▶ [What the task asks]:
Begin with the line holding "Input: one rendered", then print every line after it through the end of the data, exactly and with nothing added.

▶ [Given entries]:
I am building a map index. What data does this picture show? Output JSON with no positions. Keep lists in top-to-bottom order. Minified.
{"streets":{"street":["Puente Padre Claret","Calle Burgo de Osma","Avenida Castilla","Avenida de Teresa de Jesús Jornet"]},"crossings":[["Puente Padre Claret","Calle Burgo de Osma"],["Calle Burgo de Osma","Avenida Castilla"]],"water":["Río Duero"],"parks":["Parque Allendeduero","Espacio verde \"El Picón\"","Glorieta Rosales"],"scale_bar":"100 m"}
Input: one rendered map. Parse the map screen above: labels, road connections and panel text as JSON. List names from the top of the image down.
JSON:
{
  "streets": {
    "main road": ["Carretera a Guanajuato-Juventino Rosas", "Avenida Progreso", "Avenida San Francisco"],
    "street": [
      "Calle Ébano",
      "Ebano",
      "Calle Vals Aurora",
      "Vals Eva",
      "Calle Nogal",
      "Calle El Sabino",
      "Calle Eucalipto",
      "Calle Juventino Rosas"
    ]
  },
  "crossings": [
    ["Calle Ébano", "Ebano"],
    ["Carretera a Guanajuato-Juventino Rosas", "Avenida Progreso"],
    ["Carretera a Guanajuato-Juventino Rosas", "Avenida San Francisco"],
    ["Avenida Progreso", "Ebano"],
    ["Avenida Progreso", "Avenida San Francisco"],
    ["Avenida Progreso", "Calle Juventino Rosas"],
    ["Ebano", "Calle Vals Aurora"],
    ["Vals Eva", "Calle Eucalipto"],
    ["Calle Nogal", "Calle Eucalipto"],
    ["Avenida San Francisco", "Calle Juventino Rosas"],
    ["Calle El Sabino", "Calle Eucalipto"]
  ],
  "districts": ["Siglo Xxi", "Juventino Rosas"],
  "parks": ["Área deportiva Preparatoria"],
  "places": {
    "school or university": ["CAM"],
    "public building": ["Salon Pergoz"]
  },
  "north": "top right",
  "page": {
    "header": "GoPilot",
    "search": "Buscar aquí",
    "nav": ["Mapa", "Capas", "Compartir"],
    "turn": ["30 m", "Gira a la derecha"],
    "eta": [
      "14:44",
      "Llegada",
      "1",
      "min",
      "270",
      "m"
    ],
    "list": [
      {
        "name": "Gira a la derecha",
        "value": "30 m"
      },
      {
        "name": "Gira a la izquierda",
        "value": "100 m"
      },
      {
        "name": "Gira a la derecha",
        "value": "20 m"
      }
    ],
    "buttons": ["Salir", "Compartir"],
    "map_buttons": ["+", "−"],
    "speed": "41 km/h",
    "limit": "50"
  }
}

▶ [Solution below]:
Input: one rendered map. Parse the map screen above: labels, road connections and panel text as JSON. List names from the top of the image down.
JSON:
{
  "streets": {
    "main road": ["Carretera a Guanajuato-Juventino Rosas", "Avenida Progreso", "Avenida San Francisco"],
    "street": [
      "Calle Ébano",
      "Ebano",
      "Calle Vals Aurora",
      "Vals Eva",
      "Calle Nogal",
      "Calle El Sabino",
      "Calle Eucalipto",
      "Calle Juventino Rosas"
    ]
  },
  "crossings": [
    ["Calle Ébano", "Ebano"],
    ["Carretera a Guanajuato-Juventino Rosas", "Avenida Progreso"],
    ["Carretera a Guanajuato-Juventino Rosas", "Avenida San Francisco"],
    ["Avenida Progreso", "Ebano"],
    ["Avenida Progreso", "Avenida San Francisco"],
    ["Avenida Progreso", "Calle Juventino Rosas"],
    ["Ebano", "Calle Vals Aurora"],
    ["Vals Eva", "Calle Eucalipto"],
    ["Calle Nogal", "Calle Eucalipto"],
    ["Avenida San Francisco", "Calle Juventino Rosas"],
    ["Calle El Sabino", "Calle Eucalipto"]
  ],
  "districts": ["Siglo Xxi", "Juventino Rosas"],
  "parks": ["Área deportiva Preparatoria"],
  "places": {
    "school or university": ["CAM"],
    "public building": ["Salon Pergoz"]
  },
  "north": "top right",
  "page": {
    "header": "GoPilot",
    "search": "Buscar aquí",
    "nav": ["Mapa", "Capas", "Compartir"],
    "turn": ["30 m", "Gira a la derecha"],
    "eta": [
      "14:44",
      "Llegada",
      "1",
      "min",
      "270",
      "m"
    ],
    "list": [
      {
        "name": "Gira a la derecha",
        "value": "30 m"
      },
      {
        "name": "Gira a la izquierda",
        "value": "100 m"
      },
      {
        "name": "Gira a la derecha",
        "value": "20 m"
      }
    ],
    "buttons": ["Salir", "Compartir"],
    "map_buttons": ["+", "−"],
    "speed": "41 km/h",
    "limit": "50"
  }
}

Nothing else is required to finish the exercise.